About This Project

Ask the Scientists

What is the context of this research?

Our body is built up of pin-prick sized
units called cells. Genes (on DNA molecules) direct all the activity of our cells, tissues and organs. There are slight differences in genes between different individuals, and so we all don’t look alike. However, in one person, almost all the trillions of cells have identical genes because they arise from a single fused egg and sperm.

So how is it that a muscle cell in our biceps looks and behaves utterly differently from a skin cell? This involves turning on different collections of genes. How does this happen?

With breakthrough methods for determining the sequence of the 3 billion building blocks in DNA per human cell, we are learning the different placement of little chemical tags (DNA methylation) on genes in different types of cells and tissues. DNA methylation is part of "epigenetics," one of the most exciting areas of science.

Viva la differences in DNA methylation that are a major reason that different tissues look and behave dramatically differently!

I and my mathematician co-investigator, Michelle Lacey, use biostatistics to analyze the patterns of millions of DNA methylation data points in 31 different human tissues or cell types. Focusing on muscle, we discovered evidence for new roles for DNA methylation in establishing cell identity and function.

Now, we are ready to do some experiments to directly test our hypothesis that these tags are directing gene function in a muscle-specific way.

What is the significance of this project?

Normal muscle function depends on repairing muscle damage including
wear-and-tear of everyday life. With age, our muscles get weaker and are less efficiently repaired. In muscular dystrophy patients, this repair often is highly defective, leading to disease.

Understanding how chemical tags on genes allow muscle cells to behave properly and participate in muscle repair could lead to treatments to improve muscle repair and decrease muscle loss due to aging or disease.

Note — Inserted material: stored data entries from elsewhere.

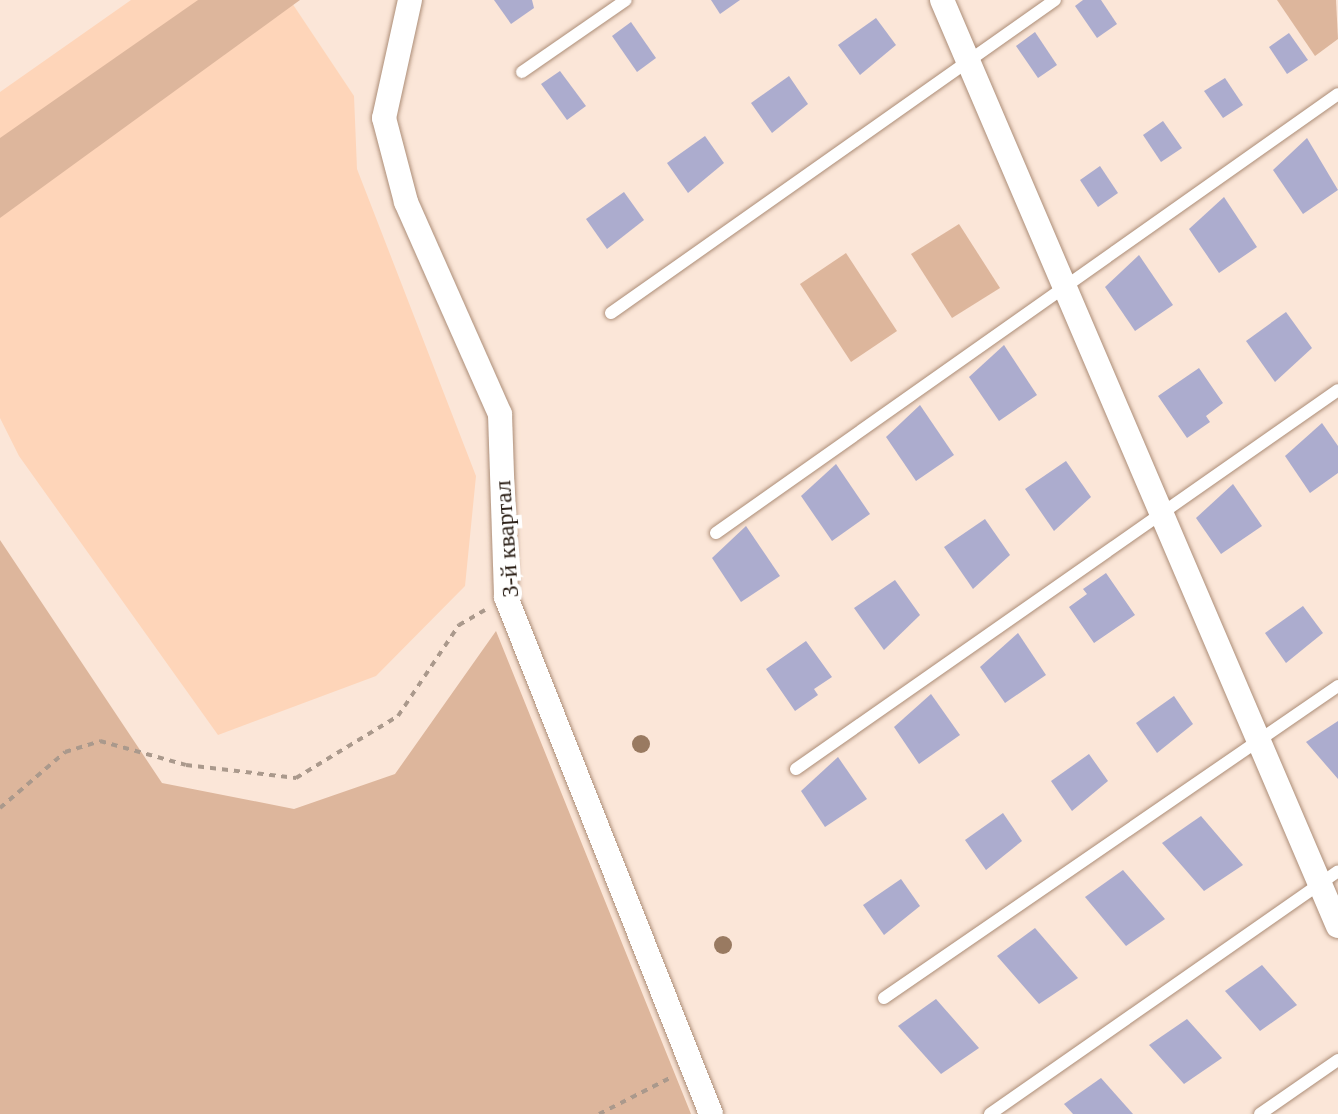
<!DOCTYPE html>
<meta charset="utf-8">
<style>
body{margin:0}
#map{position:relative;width:1338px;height:1114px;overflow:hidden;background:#fbe6d8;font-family:"Times New Roman",serif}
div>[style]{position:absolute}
.built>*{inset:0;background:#fed5b9}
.green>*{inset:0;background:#ddb69c}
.building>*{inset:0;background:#acacce}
.path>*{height:4px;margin-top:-2px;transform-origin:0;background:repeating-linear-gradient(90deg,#aa998c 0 6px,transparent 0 12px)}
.roads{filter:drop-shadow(0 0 2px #ac8d77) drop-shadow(0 0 2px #ac8d77)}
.service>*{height:12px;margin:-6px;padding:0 6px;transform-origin:6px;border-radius:6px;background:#fff}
.minor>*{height:24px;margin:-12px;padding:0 12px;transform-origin:12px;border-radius:12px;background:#fff}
.trees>*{width:18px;height:18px;margin:-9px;border-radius:50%;background:#997a61}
span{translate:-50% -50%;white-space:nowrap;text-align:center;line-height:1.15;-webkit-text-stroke:8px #fff;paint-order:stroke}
.street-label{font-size:24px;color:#271b12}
</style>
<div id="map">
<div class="built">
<div style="clip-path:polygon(131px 0,290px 0,354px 96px,357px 169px,476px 476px,465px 586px,376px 676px,218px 735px,19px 456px,0 418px,0 92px)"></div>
</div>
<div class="green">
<div style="clip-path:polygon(198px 0,300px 0,0 218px,0 138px)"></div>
<div style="clip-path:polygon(1277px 0,1336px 0,1338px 39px,1315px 56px)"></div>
<div style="clip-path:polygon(959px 224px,1000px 288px,952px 318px,911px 254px)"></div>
<div style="clip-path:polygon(846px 253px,897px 331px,851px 362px,800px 284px)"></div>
<div style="clip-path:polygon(0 540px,162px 783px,294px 809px,395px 774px,496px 631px,691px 1114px,0 1114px)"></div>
</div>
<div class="building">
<div style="clip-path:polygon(494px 0,532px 0,534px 8px,511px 24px)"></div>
<div style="clip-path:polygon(711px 0,740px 0,720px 14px)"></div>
<div style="clip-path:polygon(1083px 0,1101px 0,1117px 24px,1097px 38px,1075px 6px)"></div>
<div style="clip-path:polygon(876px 18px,896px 45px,860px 75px,838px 45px)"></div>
<div style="clip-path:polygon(631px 22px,656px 58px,637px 72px,612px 36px)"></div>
<div style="clip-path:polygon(1035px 32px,1057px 65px,1038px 78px,1016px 46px)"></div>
<div style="clip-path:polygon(1289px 33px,1308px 60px,1287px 74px,1269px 47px)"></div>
<div style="clip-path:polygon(560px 71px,586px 106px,567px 120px,541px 84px)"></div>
<div style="clip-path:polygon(789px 76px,808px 104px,772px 133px,751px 103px)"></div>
<div style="clip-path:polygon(1225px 78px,1243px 105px,1223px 118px,1204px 91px)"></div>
<div style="clip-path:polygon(1163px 121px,1182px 148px,1161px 162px,1143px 135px)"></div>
<div style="clip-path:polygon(705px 136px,724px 163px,688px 193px,667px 163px)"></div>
<div style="clip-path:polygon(1307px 138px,1338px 190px,1303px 214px,1273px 170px)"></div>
<div style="clip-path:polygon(1100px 166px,1118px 193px,1098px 207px,1080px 180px)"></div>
<div style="clip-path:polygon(624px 192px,644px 220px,607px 249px,586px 219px)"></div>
<div style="clip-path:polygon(1224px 197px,1257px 247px,1219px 273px,1189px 229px)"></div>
<div style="clip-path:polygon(1139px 255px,1173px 305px,1135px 331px,1105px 287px)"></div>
<div style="clip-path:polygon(1286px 312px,1312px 348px,1275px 382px,1246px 341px)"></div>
<div style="clip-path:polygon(1004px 345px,1037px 395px,999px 421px,969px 377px)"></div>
<div style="clip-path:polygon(1199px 368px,1223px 403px,1206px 416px,1210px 422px,1187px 438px,1158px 396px)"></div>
<div style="clip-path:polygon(920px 405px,954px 455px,916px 481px,886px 437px)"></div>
<div style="clip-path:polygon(1322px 423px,1338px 446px,1338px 473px,1310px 493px,1285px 456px)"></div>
<div style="clip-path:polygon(1066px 461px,1091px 497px,1054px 531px,1025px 489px)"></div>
<div style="clip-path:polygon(836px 464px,870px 514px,832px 541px,801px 496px)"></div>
<div style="clip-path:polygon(1233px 484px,1262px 526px,1221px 554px,1196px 518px)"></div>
<div style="clip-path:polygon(985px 519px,1010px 555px,973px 589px,944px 547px)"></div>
<div style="clip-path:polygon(746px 526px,780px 576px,741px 602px,712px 558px)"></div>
<div style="clip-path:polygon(1106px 573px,1135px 615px,1094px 643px,1069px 607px,1087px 594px,1083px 589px)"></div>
<div style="clip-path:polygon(895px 580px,920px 615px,884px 650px,854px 608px)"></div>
<div style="clip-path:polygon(1303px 606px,1323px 633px,1286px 663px,1265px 633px)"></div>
<div style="clip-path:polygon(1018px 633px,1046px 675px,1005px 703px,980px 667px)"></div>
<div style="clip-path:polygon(806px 641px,832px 677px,814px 689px,818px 695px,795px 711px,766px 669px)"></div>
<div style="clip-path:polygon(931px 694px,960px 735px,919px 764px,894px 727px)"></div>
<div style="clip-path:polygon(1174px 696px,1193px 724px,1157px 753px,1136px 723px)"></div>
<div style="clip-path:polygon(1338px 721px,1338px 779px,1306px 742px)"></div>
<div style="clip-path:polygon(1089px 754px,1108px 781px,1072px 811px,1051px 781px)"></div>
<div style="clip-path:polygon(838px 757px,867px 799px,825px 827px,801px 791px)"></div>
<div style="clip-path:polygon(1003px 813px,1022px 841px,986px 870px,965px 840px)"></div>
<div style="clip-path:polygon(1201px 816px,1243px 865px,1204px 891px,1162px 843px)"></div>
<div style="clip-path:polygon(1123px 870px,1165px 919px,1126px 946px,1085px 897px)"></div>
<div style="clip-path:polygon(901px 879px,920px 906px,884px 935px,863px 905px)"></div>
<div style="clip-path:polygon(1035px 928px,1078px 978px,1039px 1004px,997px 956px)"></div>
<div style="clip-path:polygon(1262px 965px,1297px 1005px,1260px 1031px,1225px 991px)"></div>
<div style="clip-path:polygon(936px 999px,979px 1048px,941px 1074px,898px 1026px)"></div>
<div style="clip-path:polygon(1187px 1019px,1222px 1058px,1184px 1084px,1149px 1045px)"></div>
<div style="clip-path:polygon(1101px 1078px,1133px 1114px,1073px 1114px,1064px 1104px)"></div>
</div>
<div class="path">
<div style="left:0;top:808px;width:86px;rotate:-40.7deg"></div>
<div style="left:65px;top:752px;width:37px;rotate:-17deg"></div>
<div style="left:100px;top:741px;width:89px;rotate:15.6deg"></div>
<div style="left:186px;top:765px;width:111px;rotate:6.7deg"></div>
<div style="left:296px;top:778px;width:119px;rotate:-31.3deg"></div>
<div style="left:398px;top:716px;width:110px;rotate:-56.2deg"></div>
<div style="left:459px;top:625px;width:30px;rotate:-30deg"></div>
<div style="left:599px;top:1114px;width:82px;rotate:-26.9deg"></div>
</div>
<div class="roads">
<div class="service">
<div style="left:522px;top:72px;width:126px;rotate:-34.7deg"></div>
<div style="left:611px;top:313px;width:543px;rotate:-35.18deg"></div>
<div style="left:716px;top:533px;width:761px;rotate:-35.21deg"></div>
<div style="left:796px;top:769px;width:661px;rotate:-34.96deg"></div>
<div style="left:884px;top:998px;width:551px;rotate:-34.5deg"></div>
<div style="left:990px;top:1114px;width:424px;rotate:-34.9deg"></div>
<div style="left:1260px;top:1114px;width:95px;rotate:-34.7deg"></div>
</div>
<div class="minor">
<div style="left:410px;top:0;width:121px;rotate:102.4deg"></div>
<div style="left:384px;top:118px;width:87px;rotate:75.3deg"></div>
<div style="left:406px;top:202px;width:232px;rotate:66.1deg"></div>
<div style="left:500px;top:414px;width:183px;rotate:88.1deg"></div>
<div style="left:506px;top:597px;width:556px;rotate:68.37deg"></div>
<div style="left:942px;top:0;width:1007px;rotate:66.85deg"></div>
</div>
</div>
<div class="trees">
<div style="left:641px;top:744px"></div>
<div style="left:723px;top:945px"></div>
</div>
<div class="street-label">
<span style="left:507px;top:539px;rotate:-94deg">3-й квартал</span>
</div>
</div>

In addition, cancers almost always have changes in DNA methylation. Muscle genes, including ones we will study, are surprisingly often targets for these changes, which may help the cancer progress or just serve as valuable markers for cancer detection.

What are the goals of the project?

We will test our hypothesis that naturally occurring chemical tags on genes (DNA methylation) are important in novel ways for directing muscle formation and repair. Using biostatistics, we will choose the most relevant DNA fragments to clone and introduce into muscle or skin cells growing in culture plates. These cells are cryopreserved in my lab. We will test the effect of putting the muscle-specific gene tags (DNA methylation) on them before introduction into the cells.

The requested funds will be used to purchase materials needed to grow the cells, introduce cloned DNA into them with or without muscle-type DNA methylation patterns, and test the functional effects of this DNA methylation.

This will pave the way for more research on these very little studied muscle-specific gene tags and their role in muscle formation and repair as well as in cancer.